Collected data:

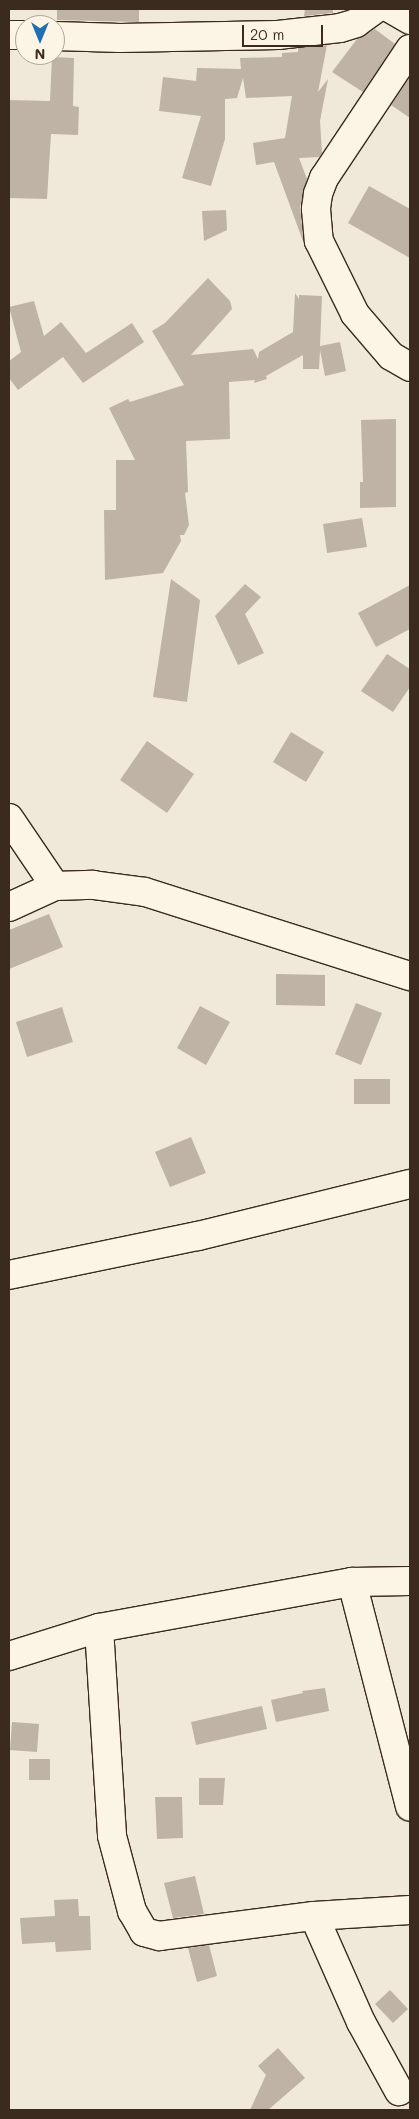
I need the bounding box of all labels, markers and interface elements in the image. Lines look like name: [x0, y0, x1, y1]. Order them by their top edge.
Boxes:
north arrow: [15, 15, 65, 65]
scale bar: [244, 15, 325, 47]
text: 20 m: [250, 24, 284, 44]
text: N: [35, 45, 45, 64]

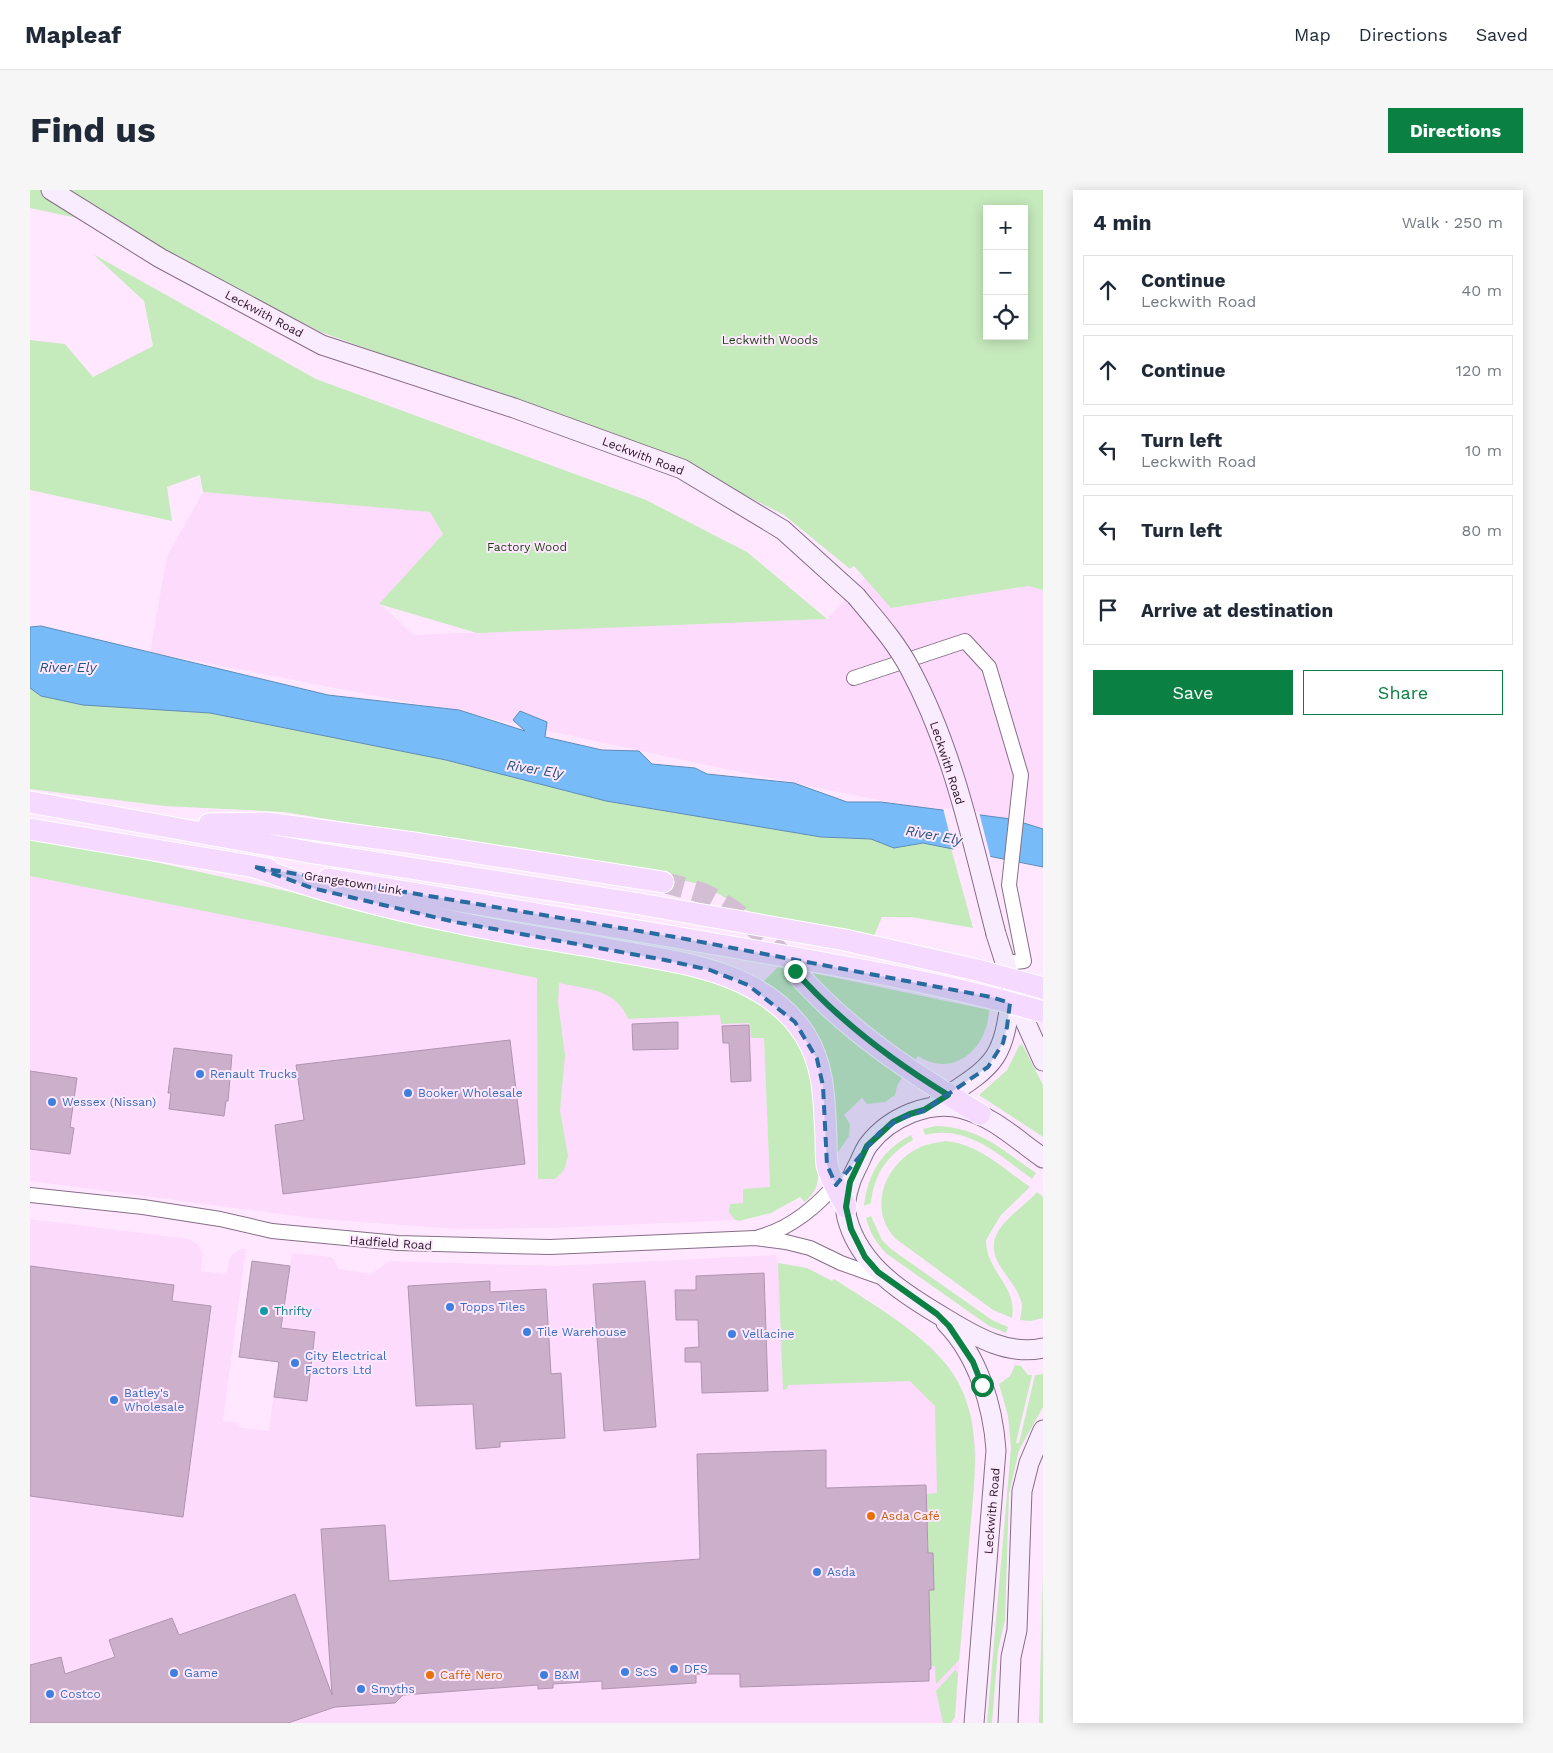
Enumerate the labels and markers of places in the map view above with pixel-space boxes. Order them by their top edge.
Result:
place label: Renault Trucks [210,1067,297,1081]
marker: Renault Trucks [194,1068,206,1080]
place label: Booker Wholesale [418,1086,523,1100]
marker: Booker Wholesale [402,1087,414,1099]
place label: Wessex (Nissan) [62,1095,156,1109]
marker: Wessex (Nissan) [46,1096,58,1108]
place label: Topps Tiles [460,1300,525,1314]
marker: Topps Tiles [444,1301,456,1313]
place label: Thrifty [274,1304,313,1318]
marker: Thrifty [258,1305,270,1317]
place label: Tile Warehouse [537,1325,626,1339]
marker: Tile Warehouse [521,1326,533,1338]
place label: Vellacine [742,1327,795,1341]
marker: Vellacine [726,1328,738,1340]
place label: City Electrical Factors Ltd [305,1349,387,1377]
marker: City Electrical Factors Ltd [289,1357,301,1369]
place label: Batley's Wholesale [124,1386,185,1414]
marker: Batley's Wholesale [108,1394,120,1406]
place label: Asda Café [881,1509,940,1523]
marker: Asda Café [865,1510,877,1522]
place label: Asda [827,1565,856,1579]
marker: Asda [811,1566,823,1578]
place label: DFS [684,1662,708,1676]
marker: DFS [668,1663,680,1675]
place label: ScS [635,1665,657,1679]
place label: Game [184,1666,218,1680]
marker: ScS [619,1666,631,1678]
marker: Game [168,1667,180,1679]
place label: Caffè Nero [440,1668,503,1682]
place label: B&M [554,1668,580,1682]
marker: Caffè Nero [424,1669,436,1681]
marker: B&M [538,1669,550,1681]
place label: Smyths [371,1682,415,1696]
marker: Smyths [355,1683,367,1695]
place label: Costco [60,1687,101,1701]
marker: Costco [44,1688,56,1700]

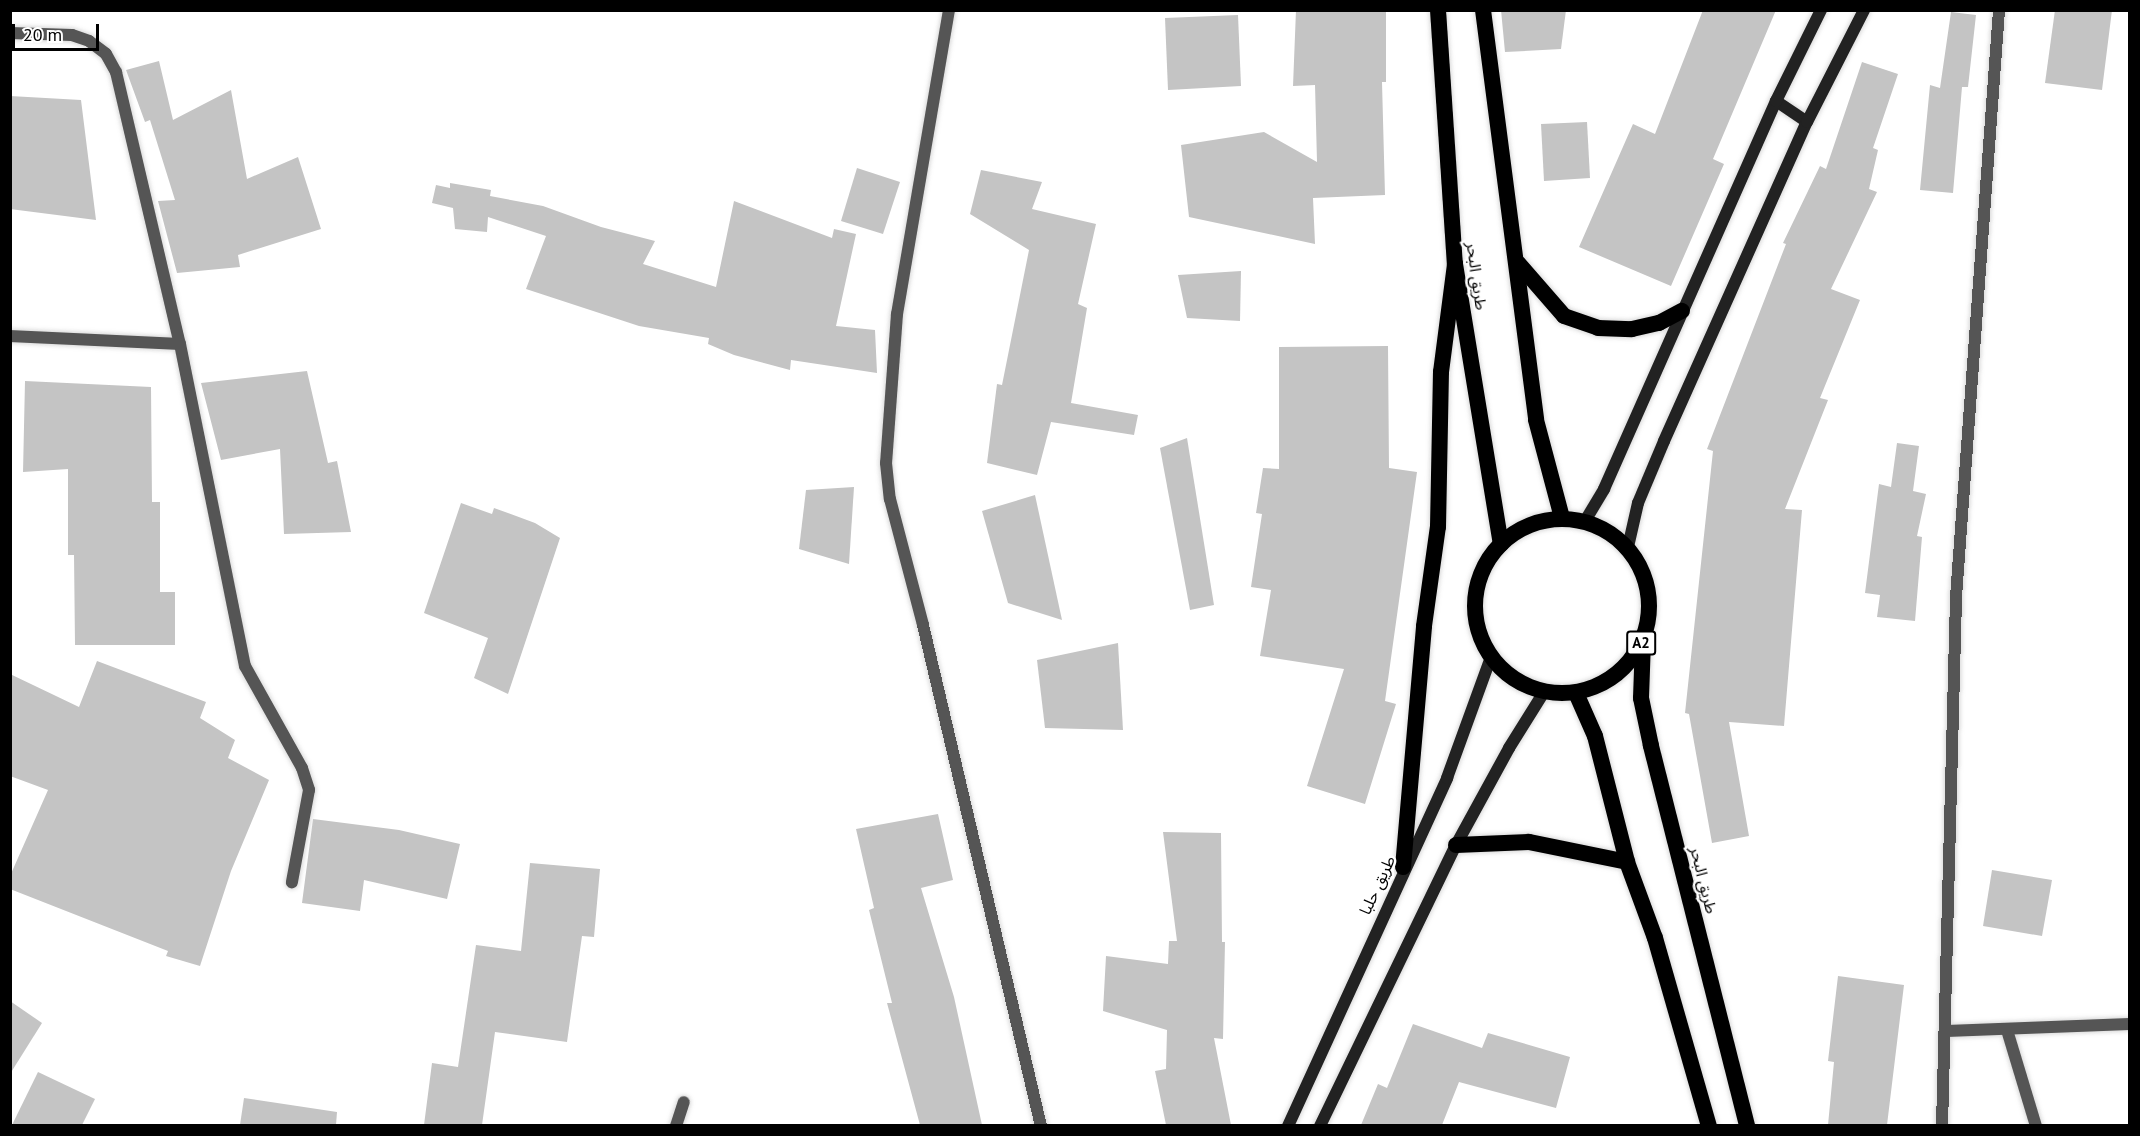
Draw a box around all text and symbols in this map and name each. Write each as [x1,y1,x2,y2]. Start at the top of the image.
scale bar [15,12,102,50]
text: 20 m [23,23,62,46]
street label: طريق البحر [1463,241,1491,311]
road number: A2 [1626,631,1656,655]
street label: طريق البحر [1686,844,1722,916]
street label: طريق حلبا [1355,852,1399,918]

» **What you will do**
Please restate the lines above exactly, starting at the first line of the data and stopping at the line containing "Enumerate the labels", which is included. Omit pictures.

» **Task response**
I need the bounding box of all labels, markers and interface elements in the image. Lines look like name: [x0, y0, x1, y1]. Order them by their top edge.
Boxes:
north arrow: [15, 15, 65, 65]
scale bar: [244, 15, 325, 47]
text: 20 m: [250, 24, 284, 44]
text: N: [35, 45, 45, 64]

Enumerate the labels and markers of places in the map view above with pixel-space boxes. Order them by their top edge.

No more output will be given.